▶ _Work item_:
Strip the pictures, then copy the remaining data exactly as it stands.

▶ _The input_:

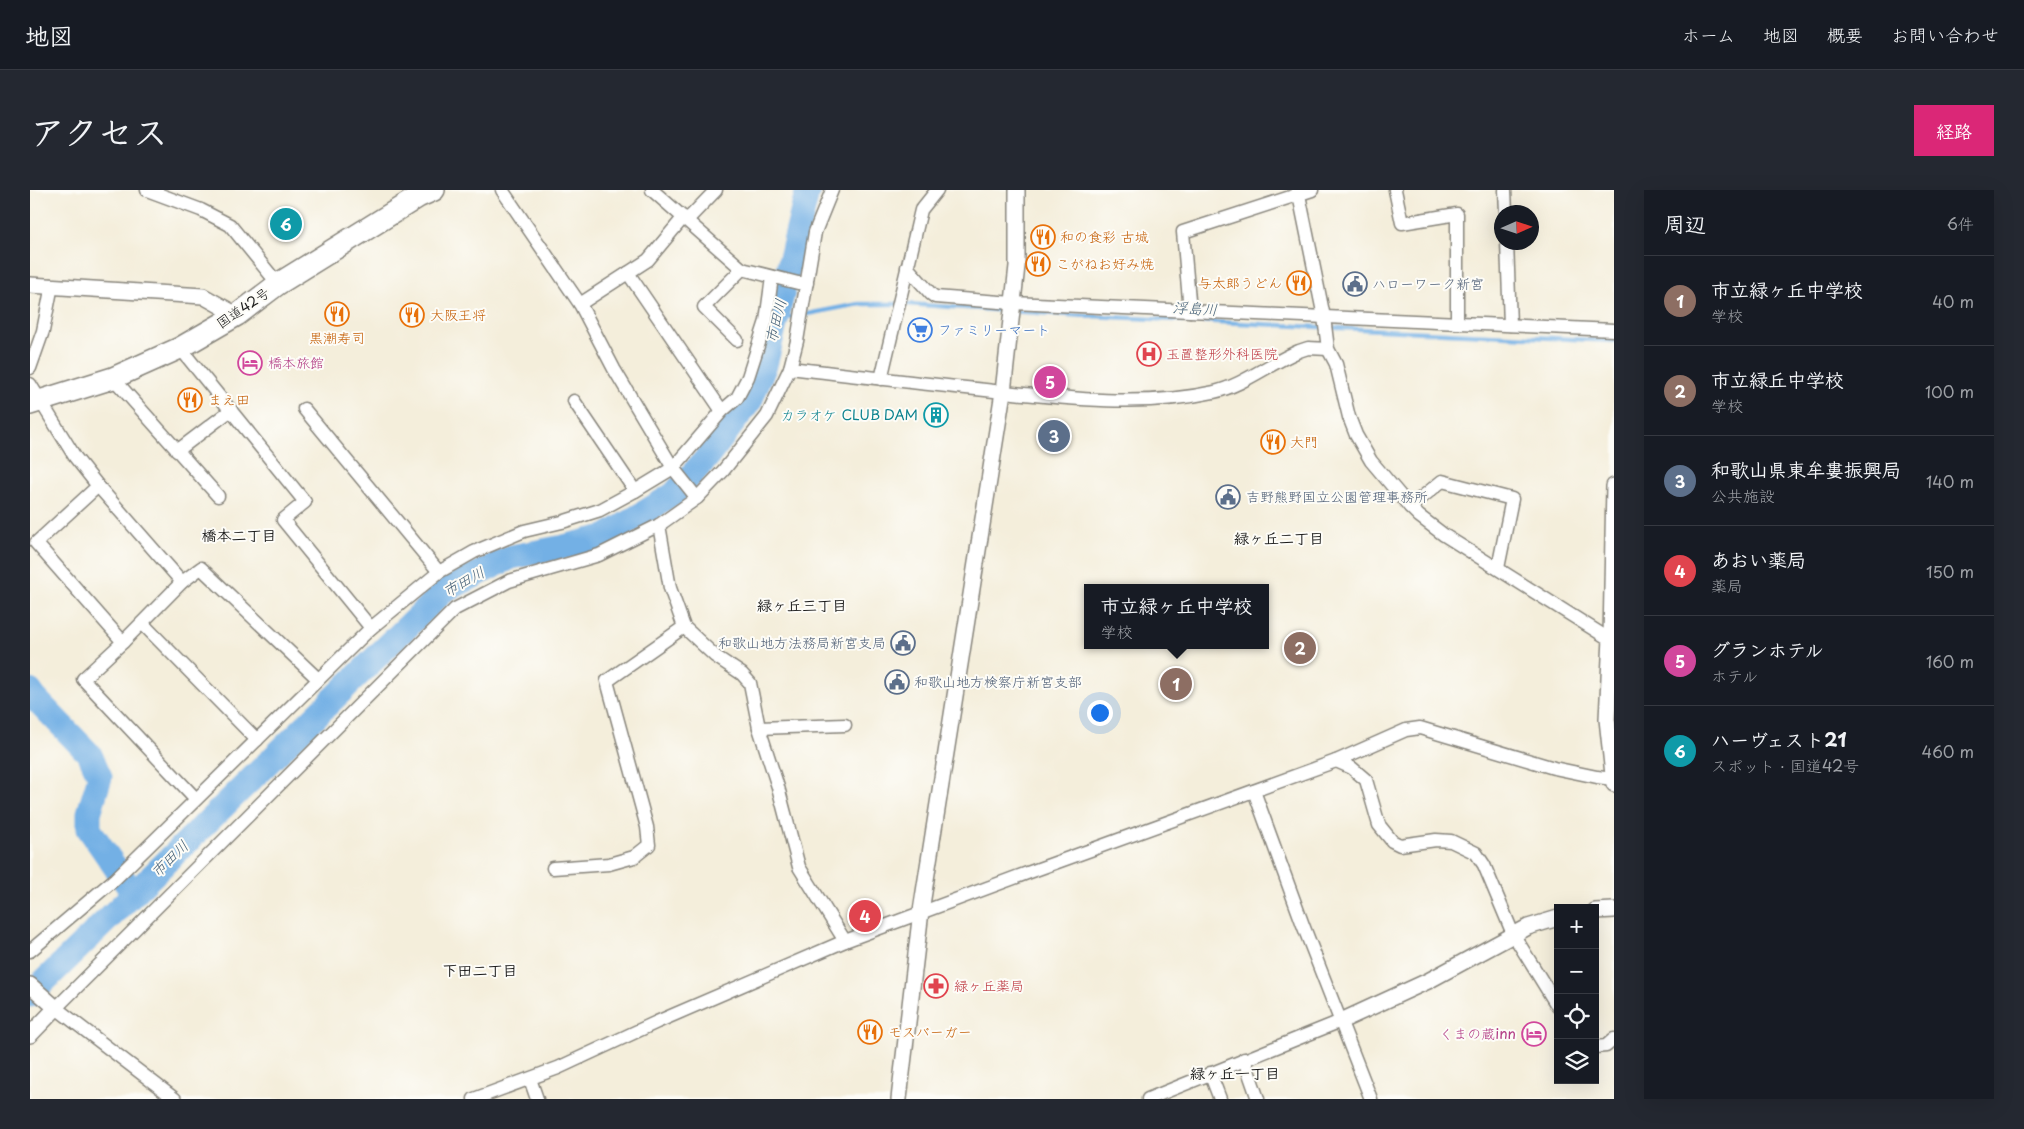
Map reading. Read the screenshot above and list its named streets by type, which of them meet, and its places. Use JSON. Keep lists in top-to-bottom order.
{
  "streets": {
    "highway": ["国道42号"]
  },
  "districts": [
    "橋本二丁目",
    "緑ヶ丘二丁目",
    "緑ヶ丘三丁目",
    "下田二丁目",
    "緑ヶ丘一丁目"
  ],
  "water": ["浮島川", "市田川"],
  "places": {
    "restaurant": [
      "和の食彩 古城",
      "こがねお好み焼",
      "与太郎うどん",
      "黒潮寿司",
      "大阪王将",
      "まえ田",
      "大門",
      "モスバーガー"
    ],
    "public building": [
      "ハローワーク新宮",
      "吉野熊野国立公園管理事務所",
      "和歌山地方法務局新宮支局",
      "和歌山地方検察庁新宮支部"
    ],
    "supermarket": ["ファミリーマート"],
    "hospital": ["玉置整形外科医院"],
    "hotel": ["橋本旅館", "くまの蔵inn"],
    "building": ["カラオケ CLUB DAM"],
    "pharmacy": ["緑ヶ丘薬局"]
  },
  "north": "right",
  "page": {
    "header": "地図",
    "nav": [
      "ホーム",
      "地図",
      "概要",
      "お問い合わせ"
    ],
    "title": "アクセス",
    "buttons": "経路",
    "heading": ["周辺", "6件"],
    "pins": [
      "6",
      "5",
      "3",
      "2",
      "1",
      "4"
    ],
    "list": [
      {
        "mark": "1",
        "name": "市立緑ヶ丘中学校",
        "note": "学校",
        "value": "40 m"
      },
      {
        "mark": "2",
        "name": "市立緑丘中学校",
        "note": "学校",
        "value": "100 m"
      },
      {
        "mark": "3",
        "name": "和歌山県東牟婁振興局",
        "note": "公共施設",
        "value": "140 m"
      },
      {
        "mark": "4",
        "name": "あおい薬局",
        "note": "薬局",
        "value": "150 m"
      },
      {
        "mark": "5",
        "name": "グランホテル",
        "note": "ホテル",
        "value": "160 m"
      },
      {
        "mark": "6",
        "name": "ハーヴェスト21",
        "note": "スポット · 国道42号",
        "value": "460 m"
      }
    ],
    "popup": ["市立緑ヶ丘中学校", "学校"],
    "map_buttons": ["+", "−"]
  }
}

▶ _Written reply_:
Map reading. Read the screenshot above and list its named streets by type, which of them meet, and its places. Use JSON. Keep lists in top-to-bottom order.
{
  "streets": {
    "highway": ["国道42号"]
  },
  "districts": [
    "橋本二丁目",
    "緑ヶ丘二丁目",
    "緑ヶ丘三丁目",
    "下田二丁目",
    "緑ヶ丘一丁目"
  ],
  "water": ["浮島川", "市田川"],
  "places": {
    "restaurant": [
      "和の食彩 古城",
      "こがねお好み焼",
      "与太郎うどん",
      "黒潮寿司",
      "大阪王将",
      "まえ田",
      "大門",
      "モスバーガー"
    ],
    "public building": [
      "ハローワーク新宮",
      "吉野熊野国立公園管理事務所",
      "和歌山地方法務局新宮支局",
      "和歌山地方検察庁新宮支部"
    ],
    "supermarket": ["ファミリーマート"],
    "hospital": ["玉置整形外科医院"],
    "hotel": ["橋本旅館", "くまの蔵inn"],
    "building": ["カラオケ CLUB DAM"],
    "pharmacy": ["緑ヶ丘薬局"]
  },
  "north": "right",
  "page": {
    "header": "地図",
    "nav": [
      "ホーム",
      "地図",
      "概要",
      "お問い合わせ"
    ],
    "title": "アクセス",
    "buttons": "経路",
    "heading": ["周辺", "6件"],
    "pins": [
      "6",
      "5",
      "3",
      "2",
      "1",
      "4"
    ],
    "list": [
      {
        "mark": "1",
        "name": "市立緑ヶ丘中学校",
        "note": "学校",
        "value": "40 m"
      },
      {
        "mark": "2",
        "name": "市立緑丘中学校",
        "note": "学校",
        "value": "100 m"
      },
      {
        "mark": "3",
        "name": "和歌山県東牟婁振興局",
        "note": "公共施設",
        "value": "140 m"
      },
      {
        "mark": "4",
        "name": "あおい薬局",
        "note": "薬局",
        "value": "150 m"
      },
      {
        "mark": "5",
        "name": "グランホテル",
        "note": "ホテル",
        "value": "160 m"
      },
      {
        "mark": "6",
        "name": "ハーヴェスト21",
        "note": "スポット · 国道42号",
        "value": "460 m"
      }
    ],
    "popup": ["市立緑ヶ丘中学校", "学校"],
    "map_buttons": ["+", "−"]
  }
}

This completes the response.